[Supplied records]:
^^^^^^^^
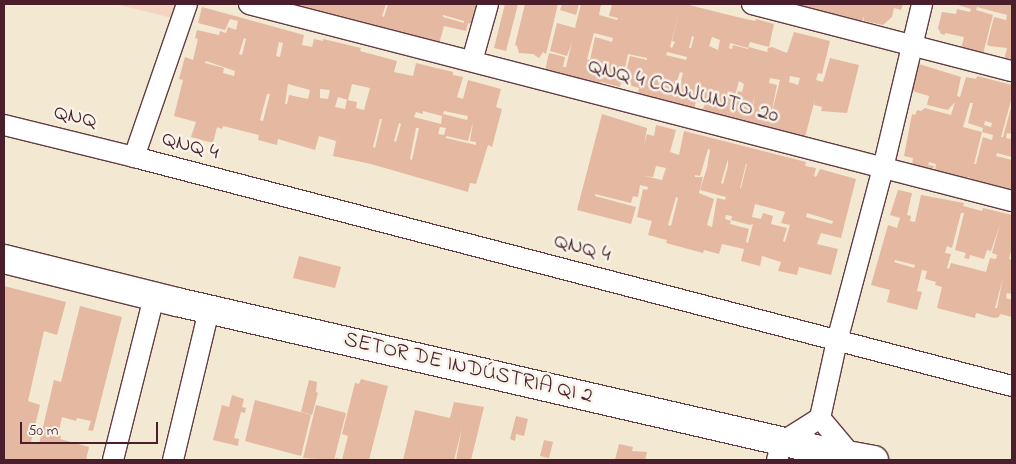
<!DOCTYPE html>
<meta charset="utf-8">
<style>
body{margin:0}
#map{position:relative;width:1016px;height:464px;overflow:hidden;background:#f3e8d2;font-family:"Indie Flower",sans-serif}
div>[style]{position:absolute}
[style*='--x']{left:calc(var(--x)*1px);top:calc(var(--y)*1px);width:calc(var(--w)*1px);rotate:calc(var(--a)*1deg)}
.built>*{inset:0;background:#f4d3c1}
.building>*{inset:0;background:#e5b8a2}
.roads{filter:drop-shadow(1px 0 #633d44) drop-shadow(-1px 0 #633d44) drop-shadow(0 1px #633d44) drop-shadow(0 -1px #633d44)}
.street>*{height:20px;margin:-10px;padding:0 10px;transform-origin:10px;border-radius:10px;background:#fff}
.secondary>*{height:28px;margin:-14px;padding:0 14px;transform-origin:14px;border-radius:14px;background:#fff}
span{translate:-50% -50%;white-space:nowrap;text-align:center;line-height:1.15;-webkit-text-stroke:5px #f7f3e8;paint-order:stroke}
.street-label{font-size:22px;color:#4a1f2b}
.frame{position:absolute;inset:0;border:5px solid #4a1f2b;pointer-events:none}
.scale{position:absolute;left:20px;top:422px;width:138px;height:22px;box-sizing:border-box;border:2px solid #4a1f2b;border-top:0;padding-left:6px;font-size:15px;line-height:18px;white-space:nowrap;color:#4a1f2b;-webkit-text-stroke:4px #f7f3e8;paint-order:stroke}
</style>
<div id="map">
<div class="built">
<div style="clip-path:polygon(115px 4px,189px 4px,185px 21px)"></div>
</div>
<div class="building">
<div style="clip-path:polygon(evenodd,274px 4px,386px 4px,382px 16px,384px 17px,388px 4px,481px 4px,475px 25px,468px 23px,466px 31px,444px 26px,439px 44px,274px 4px,443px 15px,464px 21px,464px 23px,443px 17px,443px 15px)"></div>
<div style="clip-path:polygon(505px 4px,518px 4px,506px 51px,494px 48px)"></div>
<div style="clip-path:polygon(525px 4px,558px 4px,546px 54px,543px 52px,539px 58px,533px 54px,519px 53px,517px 46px,515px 45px)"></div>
<div style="clip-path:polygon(562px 4px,579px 4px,576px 15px,560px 10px)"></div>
<div style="clip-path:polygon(evenodd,581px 4px,601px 4px,599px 15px,617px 20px,618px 18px,609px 16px,612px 4px,685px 4px,737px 17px,755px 21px,756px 19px,774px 24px,769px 47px,750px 42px,748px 48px,730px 43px,729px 48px,732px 49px,733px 45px,748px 49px,749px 47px,767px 52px,768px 48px,772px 47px,787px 53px,794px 32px,830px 41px,822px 74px,818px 73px,816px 80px,823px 82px,830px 58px,859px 65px,847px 113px,821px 111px,822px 107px,814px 105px,815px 99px,804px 141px,702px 112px,705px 103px,696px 101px,693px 113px,637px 98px,639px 88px,621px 83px,620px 87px,601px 82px,600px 88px,544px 75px,549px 53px,565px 57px,563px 67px,566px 67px,572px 42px,567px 56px,550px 51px,557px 23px,575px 28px,581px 4px,679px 12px,672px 41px,675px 42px,672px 48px,670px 47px,679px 12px,581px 4px,594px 33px,613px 38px,612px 42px,595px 37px,590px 60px,587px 59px,594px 33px,581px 4px,692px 36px,694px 37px,691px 48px,689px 48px,692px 36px,581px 4px,712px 37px,720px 40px,718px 50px,709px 46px,712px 37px,581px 4px,667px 52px,687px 57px,686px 60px,666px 55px,667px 52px,581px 4px,628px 54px,647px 58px,647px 60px,630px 56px,627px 68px,625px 68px,628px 54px,581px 4px,606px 65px,608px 66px,605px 77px,603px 77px,606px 65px,581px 4px,680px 72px,683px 73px,680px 85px,676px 84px,680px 72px,581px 4px,790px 76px,800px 78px,798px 85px,789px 82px,790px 76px,581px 4px,770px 78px,780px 80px,770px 120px,777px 85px,769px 83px,770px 78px,581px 4px,739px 81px,744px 84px,742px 92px,738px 91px,735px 103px,733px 103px,739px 81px,581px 4px,755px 95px,752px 112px,751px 111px,755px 95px)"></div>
<div style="clip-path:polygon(791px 4px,903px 4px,901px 10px,894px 8px,892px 17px,883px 25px,864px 21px,864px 16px,862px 23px)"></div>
<div style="clip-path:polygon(955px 4px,1012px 4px,1012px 62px,1004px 60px,1007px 48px,989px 46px,987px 44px,994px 17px,1006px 20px,1007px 15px,977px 7px,976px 10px,993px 15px,983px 54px,961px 49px,964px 37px,945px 33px,945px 35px,941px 34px,938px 28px,942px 12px,956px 14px,957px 9px,970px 12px,971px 9px)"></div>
<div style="clip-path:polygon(evenodd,202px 7px,304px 35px,302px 45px,312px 47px,314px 39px,323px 41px,323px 39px,361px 48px,360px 51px,397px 61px,394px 72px,413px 76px,416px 63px,453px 72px,453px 75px,463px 77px,457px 97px,463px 99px,468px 80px,501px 89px,496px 107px,502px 109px,492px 147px,488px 145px,476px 184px,470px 183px,468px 192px,371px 164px,333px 156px,340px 122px,336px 141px,319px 136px,315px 150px,278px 139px,277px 145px,258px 140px,259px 135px,223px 126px,222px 129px,217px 127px,213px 143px,191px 137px,196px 122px,174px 116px,183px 80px,179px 79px,185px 57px,193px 60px,198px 39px,195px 38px,197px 30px,219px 35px,220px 31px,226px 33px,228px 27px,236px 30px,238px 21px,230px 19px,225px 30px,198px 23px,202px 7px,244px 38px,246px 39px,242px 55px,239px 54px,244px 38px,202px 7px,279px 42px,283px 43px,280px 57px,276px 56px,279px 42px,202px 7px,206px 61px,235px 71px,234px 76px,223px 73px,224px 68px,205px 63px,206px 61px,202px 7px,288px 84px,310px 90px,308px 99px,289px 95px,287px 104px,285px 104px,288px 84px,202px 7px,352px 84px,370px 88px,364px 110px,356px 108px,357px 102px,347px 100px,345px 109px,335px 107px,338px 97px,348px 100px,352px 84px,202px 7px,320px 89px,330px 90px,328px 99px,320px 98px,320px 89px,202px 7px,267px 94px,270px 94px,263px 121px,260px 120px,267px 94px,202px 7px,423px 111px,442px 116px,441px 124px,414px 117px,416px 112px,423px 114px,423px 111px,202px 7px,444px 111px,468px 116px,467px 120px,443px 114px,444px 111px,202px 7px,380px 119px,382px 119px,375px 148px,373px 147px,380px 119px,202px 7px,473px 122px,470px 141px,476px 142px,476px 145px,446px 138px,446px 136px,468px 141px,473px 122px,202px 7px,399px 123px,401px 124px,396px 142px,394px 141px,399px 123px,202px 7px,440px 127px,446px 128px,444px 135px,438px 134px,440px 127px,202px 7px,416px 128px,419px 128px,412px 160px,410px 159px,416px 128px)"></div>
<div style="clip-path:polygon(evenodd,919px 64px,961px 77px,957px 96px,960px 97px,966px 77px,976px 79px,977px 76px,1012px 85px,1012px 97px,1001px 137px,1003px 137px,1012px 104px,1012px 134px,1007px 133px,1006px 138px,1010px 139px,1012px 135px,1012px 157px,997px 153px,996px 156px,1012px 160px,1012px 192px,970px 181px,971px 178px,968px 177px,967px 180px,935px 171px,936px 164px,929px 162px,928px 165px,934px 166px,932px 171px,912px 166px,913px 158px,904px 156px,912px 114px,915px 115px,917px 110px,921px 111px,925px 108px,951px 115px,955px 102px,948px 110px,927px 105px,929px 96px,912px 91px,919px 64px,970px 103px,973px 103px,968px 123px,983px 128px,982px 132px,993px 135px,992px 140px,983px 137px,976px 164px,974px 164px,982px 132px,963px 127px,970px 103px,919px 64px,985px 121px,992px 123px,991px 127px,984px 125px,985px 121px)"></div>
<div style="clip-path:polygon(evenodd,602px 114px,647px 128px,644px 145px,647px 134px,654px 136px,656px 125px,676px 130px,670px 152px,679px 155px,684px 131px,806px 162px,805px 166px,816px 168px,814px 176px,816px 177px,820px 169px,856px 179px,841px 238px,821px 233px,817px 244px,838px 249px,831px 275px,799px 267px,797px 275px,778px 271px,781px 262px,762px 256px,760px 266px,741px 261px,744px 249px,722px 244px,719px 254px,704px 250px,703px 253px,666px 243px,667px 240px,648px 235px,652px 221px,637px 217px,643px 189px,647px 190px,648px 187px,640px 185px,638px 197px,633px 196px,631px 203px,595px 194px,595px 196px,636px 207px,631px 224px,577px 210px,602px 114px,708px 149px,710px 150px,707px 168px,700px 190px,726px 197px,725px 200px,717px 198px,712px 227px,707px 225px,714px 199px,699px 193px,703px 177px,695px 177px,695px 175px,700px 176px,708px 149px,602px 114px,728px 159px,728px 166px,723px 184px,721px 183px,728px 159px,602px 114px,746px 164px,747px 164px,741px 188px,740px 188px,746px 164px,602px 114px,656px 166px,666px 168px,662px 180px,644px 176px,653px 177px,656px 166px,602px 114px,676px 197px,678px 198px,671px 226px,668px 225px,676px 197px,602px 114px,755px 204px,785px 212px,781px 223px,790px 225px,785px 242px,783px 241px,787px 228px,771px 224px,773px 216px,763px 213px,761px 219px,752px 217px,755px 204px,602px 114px,807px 213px,833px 221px,832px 224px,806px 217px,807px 213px,602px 114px,726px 215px,732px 216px,731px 220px,750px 225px,753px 224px,748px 243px,746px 242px,749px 229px,730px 224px,731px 221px,725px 219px,726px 215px)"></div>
<div style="clip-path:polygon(evenodd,898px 190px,912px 193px,907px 215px,911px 216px,910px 221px,915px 222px,921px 195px,964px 203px,963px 206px,982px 211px,983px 208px,1012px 215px,1012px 247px,1009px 259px,1012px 260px,1012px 294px,1007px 293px,1006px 298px,1012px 300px,1012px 317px,1000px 314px,999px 317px,994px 318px,976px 313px,975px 318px,937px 308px,942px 287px,935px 285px,936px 282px,925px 279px,927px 271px,922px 270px,917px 291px,922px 292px,917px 310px,887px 302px,890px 290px,871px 285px,888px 225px,897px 228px,900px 218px,890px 215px,898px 190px,961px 213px,964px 213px,955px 250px,966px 253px,964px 258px,969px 259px,970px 255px,984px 259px,987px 250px,991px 251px,1000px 224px,992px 253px,997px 255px,996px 259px,990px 258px,986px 272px,951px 263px,949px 269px,947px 268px,951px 254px,945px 253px,947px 246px,952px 248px,961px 213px,898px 190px,895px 260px,915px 265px,914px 268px,894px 262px,895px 260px,898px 190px,1003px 278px,997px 308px,995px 308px,1003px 278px)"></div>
<div style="clip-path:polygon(299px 256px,341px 267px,335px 288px,293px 278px)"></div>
<div style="clip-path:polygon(4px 286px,66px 302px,57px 335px,44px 331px,28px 401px,40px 405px,31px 442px,39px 444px,54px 380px,61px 382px,80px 306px,122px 317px,93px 431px,88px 430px,91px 421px,77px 418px,76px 421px,62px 417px,58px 435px,61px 436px,60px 439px,89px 447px,86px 460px,4px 460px)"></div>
<div style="clip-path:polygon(361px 379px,388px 386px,369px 460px,335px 460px,336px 458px,342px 460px,348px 436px,342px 434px,355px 383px,359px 384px)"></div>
<div style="clip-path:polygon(309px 380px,317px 382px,316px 392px,318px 393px,312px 415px,301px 412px)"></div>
<div style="clip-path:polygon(232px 395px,244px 399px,242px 407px,246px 408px,245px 413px,241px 412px,234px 438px,239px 439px,238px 446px,213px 440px,222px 405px,229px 407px)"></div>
<div style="clip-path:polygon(255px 400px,311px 415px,301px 456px,245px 441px)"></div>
<div style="clip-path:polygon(454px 402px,484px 407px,471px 460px,456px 460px,462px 428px,454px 460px,403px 460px,415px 410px,450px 418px)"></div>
<div style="clip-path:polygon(316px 405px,346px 413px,334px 460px,303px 458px)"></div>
<div style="clip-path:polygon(516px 416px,528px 419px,524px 436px,516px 434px,515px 441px,510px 439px)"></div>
<div style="clip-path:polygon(544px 440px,553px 442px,549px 458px,540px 456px)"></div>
<div style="clip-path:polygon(619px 444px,633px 447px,632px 451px,647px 452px,645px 460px,615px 460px)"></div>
</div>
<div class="roads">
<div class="street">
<div style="--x:249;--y:4;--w:788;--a:14.48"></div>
<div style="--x:752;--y:4;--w:268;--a:14.5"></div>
<div style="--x:472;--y:61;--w:59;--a:-74.3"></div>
<div style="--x:4;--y:125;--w:134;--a:13.8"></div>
<div style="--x:134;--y:157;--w:907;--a:14.62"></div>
<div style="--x:134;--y:157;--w:162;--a:-70.9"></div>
<div style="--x:820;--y:418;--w:48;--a:50"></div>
<div style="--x:851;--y:455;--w:5;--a:101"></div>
<div style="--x:113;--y:460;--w:168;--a:-75.9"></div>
<div style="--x:173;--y:460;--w:154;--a:-76.5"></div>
<div style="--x:777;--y:460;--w:19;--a:-74"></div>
<div style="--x:782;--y:442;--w:45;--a:-32.3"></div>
<div style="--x:820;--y:418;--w:79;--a:-77.6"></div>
<div style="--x:837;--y:341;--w:179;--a:-75.1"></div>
<div style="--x:883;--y:168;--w:169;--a:-76.6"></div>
</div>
<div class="secondary">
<div style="--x:4;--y:259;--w:178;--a:14"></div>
<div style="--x:177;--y:302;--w:655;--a:12.97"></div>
<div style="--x:815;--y:449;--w:60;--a:10.6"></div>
</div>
</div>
<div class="street-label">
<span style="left:683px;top:92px;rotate:15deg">QNQ 4 CONJUNTO 20</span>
<span style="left:75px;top:118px;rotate:13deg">QNQ</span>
<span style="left:190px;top:147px;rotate:15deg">QNQ 4</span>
<span style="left:582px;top:249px;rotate:15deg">QNQ 4</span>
<span style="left:468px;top:369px;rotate:13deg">SETOR DE INDÚSTRIA QI 2</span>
</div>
<div class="frame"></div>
<div class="scale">50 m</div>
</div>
^^^^^^^^
[Exercise requirements]: Reply with the lines from the one that contains "4 CONJUNTO 20</span>" through the last line of the material above, copied exactly and nothing else.

[Reply to the task]:
<span style="left:683px;top:92px;rotate:15deg">QNQ 4 CONJUNTO 20</span>
<span style="left:75px;top:118px;rotate:13deg">QNQ</span>
<span style="left:190px;top:147px;rotate:15deg">QNQ 4</span>
<span style="left:582px;top:249px;rotate:15deg">QNQ 4</span>
<span style="left:468px;top:369px;rotate:13deg">SETOR DE INDÚSTRIA QI 2</span>
</div>
<div class="frame"></div>
<div class="scale">50 m</div>
</div>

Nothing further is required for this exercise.